◆ **Records for the task**
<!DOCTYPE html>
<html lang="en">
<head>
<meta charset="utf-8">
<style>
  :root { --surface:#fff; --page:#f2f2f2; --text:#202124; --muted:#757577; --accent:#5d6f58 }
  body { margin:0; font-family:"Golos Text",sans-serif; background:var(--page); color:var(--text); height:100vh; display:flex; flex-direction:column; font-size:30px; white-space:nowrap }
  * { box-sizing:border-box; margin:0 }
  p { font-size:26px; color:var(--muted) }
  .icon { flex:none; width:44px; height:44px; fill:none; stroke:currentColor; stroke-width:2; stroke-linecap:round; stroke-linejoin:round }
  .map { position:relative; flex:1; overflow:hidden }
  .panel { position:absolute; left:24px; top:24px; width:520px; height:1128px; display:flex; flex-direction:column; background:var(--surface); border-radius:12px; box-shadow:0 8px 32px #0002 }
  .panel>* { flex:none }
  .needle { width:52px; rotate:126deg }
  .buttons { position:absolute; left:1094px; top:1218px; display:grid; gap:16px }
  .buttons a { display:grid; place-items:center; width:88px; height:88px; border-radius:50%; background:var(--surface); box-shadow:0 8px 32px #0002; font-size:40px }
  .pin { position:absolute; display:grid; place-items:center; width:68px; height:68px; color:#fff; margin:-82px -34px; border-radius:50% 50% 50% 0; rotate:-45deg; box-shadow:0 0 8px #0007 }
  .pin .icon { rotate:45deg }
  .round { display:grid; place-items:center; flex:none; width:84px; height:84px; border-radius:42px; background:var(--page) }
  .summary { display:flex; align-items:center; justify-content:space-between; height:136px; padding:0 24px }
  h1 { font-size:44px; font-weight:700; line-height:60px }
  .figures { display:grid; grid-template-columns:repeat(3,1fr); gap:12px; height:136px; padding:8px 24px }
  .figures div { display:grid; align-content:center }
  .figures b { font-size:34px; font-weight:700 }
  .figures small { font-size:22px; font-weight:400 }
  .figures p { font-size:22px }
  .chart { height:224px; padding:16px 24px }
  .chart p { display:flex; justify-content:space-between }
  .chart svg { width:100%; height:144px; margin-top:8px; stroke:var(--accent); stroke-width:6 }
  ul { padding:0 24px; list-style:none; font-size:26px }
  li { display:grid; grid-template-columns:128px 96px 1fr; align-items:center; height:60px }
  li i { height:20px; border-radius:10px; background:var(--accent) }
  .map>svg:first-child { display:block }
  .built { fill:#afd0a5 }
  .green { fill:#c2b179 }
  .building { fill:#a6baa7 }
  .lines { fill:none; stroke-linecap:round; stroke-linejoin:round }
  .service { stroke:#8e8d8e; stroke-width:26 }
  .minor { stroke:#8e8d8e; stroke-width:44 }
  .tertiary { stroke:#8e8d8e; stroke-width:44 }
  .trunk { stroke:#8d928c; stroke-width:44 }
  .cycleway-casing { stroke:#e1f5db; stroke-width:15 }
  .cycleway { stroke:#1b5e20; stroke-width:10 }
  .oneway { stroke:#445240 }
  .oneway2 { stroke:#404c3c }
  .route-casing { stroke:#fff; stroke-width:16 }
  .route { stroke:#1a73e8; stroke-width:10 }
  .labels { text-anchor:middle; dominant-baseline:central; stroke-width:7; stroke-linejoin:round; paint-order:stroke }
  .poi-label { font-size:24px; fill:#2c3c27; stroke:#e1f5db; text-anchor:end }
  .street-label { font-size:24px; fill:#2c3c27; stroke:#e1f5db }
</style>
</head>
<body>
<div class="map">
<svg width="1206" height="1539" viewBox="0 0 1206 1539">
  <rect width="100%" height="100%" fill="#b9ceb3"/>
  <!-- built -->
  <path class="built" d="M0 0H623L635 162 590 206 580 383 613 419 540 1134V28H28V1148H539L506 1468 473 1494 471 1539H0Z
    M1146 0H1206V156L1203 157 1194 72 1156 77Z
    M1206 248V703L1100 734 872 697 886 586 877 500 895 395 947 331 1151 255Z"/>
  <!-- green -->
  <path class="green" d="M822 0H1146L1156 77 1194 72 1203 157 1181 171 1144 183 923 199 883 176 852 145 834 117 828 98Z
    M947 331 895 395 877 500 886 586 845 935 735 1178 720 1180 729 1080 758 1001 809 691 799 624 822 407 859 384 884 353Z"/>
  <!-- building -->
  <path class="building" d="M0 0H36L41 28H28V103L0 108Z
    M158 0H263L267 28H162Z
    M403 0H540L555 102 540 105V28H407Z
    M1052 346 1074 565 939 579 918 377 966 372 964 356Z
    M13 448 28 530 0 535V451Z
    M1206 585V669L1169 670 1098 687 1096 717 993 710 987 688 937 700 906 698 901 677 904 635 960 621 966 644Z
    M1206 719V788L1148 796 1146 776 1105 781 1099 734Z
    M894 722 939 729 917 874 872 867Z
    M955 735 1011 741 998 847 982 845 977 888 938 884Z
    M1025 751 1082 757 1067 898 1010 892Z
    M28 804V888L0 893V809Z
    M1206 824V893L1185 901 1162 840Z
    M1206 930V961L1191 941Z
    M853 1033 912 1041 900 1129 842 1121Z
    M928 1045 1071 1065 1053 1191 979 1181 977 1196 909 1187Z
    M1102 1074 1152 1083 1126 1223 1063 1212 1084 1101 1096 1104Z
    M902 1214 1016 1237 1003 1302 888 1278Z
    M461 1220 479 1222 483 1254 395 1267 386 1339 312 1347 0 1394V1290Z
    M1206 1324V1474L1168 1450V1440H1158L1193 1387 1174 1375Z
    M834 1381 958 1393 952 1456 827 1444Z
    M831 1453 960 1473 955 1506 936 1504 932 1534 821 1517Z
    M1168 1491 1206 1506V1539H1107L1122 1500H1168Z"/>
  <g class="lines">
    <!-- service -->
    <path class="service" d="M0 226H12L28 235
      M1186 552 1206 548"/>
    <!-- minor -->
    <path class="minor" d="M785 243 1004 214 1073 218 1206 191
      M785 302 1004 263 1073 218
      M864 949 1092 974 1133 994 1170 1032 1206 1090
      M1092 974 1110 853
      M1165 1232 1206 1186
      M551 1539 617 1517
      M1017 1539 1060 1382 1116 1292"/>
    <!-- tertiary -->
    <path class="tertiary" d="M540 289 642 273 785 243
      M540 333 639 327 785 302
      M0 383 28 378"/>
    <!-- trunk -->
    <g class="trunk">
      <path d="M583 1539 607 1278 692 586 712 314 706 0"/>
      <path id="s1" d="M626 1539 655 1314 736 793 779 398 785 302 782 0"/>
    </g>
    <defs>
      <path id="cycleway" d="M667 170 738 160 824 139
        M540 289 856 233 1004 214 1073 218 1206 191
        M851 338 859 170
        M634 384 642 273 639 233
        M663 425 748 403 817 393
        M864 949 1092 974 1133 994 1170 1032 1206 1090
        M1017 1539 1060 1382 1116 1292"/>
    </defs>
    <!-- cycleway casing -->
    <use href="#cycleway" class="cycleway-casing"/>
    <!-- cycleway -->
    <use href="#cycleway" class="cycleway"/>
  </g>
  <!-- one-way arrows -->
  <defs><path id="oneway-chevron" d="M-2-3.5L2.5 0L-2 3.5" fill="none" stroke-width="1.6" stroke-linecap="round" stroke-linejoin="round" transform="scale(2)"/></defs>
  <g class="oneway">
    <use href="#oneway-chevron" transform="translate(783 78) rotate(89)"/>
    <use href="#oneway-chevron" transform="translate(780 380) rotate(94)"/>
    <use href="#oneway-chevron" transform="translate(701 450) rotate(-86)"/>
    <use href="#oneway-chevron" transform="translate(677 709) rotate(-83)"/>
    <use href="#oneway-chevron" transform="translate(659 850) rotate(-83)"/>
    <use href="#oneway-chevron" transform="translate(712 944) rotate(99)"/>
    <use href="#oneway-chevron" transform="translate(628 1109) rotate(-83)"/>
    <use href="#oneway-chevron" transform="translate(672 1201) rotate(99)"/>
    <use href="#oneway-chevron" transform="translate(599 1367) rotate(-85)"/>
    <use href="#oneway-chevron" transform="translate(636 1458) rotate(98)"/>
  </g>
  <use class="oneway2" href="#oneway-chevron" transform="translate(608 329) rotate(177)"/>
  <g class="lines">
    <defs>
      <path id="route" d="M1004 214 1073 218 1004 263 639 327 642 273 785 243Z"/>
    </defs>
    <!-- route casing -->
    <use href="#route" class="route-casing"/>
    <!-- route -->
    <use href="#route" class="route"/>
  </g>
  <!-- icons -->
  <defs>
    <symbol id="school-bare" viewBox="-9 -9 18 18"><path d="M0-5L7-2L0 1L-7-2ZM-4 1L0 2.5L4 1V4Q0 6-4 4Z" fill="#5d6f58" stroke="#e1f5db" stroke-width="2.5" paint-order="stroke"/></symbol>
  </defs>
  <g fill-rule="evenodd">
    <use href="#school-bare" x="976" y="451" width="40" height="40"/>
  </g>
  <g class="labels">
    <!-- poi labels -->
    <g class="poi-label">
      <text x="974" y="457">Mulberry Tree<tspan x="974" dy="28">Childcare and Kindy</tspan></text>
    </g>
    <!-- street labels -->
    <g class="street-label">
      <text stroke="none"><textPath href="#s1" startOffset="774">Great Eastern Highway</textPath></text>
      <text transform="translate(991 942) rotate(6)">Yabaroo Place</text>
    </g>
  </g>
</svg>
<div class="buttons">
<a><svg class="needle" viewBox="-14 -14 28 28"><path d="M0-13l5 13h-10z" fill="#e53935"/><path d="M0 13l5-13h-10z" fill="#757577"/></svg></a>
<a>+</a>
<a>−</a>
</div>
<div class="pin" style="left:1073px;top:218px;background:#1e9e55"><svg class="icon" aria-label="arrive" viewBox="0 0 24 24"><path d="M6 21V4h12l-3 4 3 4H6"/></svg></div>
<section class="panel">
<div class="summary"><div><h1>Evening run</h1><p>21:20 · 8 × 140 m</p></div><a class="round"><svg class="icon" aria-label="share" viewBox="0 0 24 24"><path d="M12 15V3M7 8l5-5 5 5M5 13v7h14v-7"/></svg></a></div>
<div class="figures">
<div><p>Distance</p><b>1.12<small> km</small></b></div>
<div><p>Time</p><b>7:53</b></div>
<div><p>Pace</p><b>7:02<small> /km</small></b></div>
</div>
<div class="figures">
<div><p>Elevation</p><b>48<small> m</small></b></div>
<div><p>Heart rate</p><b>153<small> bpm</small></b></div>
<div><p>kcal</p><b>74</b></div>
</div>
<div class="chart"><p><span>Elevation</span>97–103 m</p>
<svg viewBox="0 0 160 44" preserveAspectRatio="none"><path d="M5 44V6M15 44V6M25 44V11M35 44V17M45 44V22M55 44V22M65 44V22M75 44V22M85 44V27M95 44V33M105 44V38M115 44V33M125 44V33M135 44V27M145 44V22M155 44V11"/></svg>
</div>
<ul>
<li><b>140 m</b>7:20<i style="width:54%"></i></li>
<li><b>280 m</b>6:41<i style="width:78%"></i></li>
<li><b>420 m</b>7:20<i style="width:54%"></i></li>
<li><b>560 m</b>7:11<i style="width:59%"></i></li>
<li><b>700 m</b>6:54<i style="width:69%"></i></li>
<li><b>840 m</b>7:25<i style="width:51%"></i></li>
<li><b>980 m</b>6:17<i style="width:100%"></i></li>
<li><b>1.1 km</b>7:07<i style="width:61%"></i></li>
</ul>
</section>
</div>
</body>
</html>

◆ **The task**
Wherever the string "justify" appears in the records, copy the whole line.

◆ **Output for this exercise**
  .summary { display:flex; align-items:center; justify-content:space-between; height:136px; padding:0 24px }
  .chart p { display:flex; justify-content:space-between }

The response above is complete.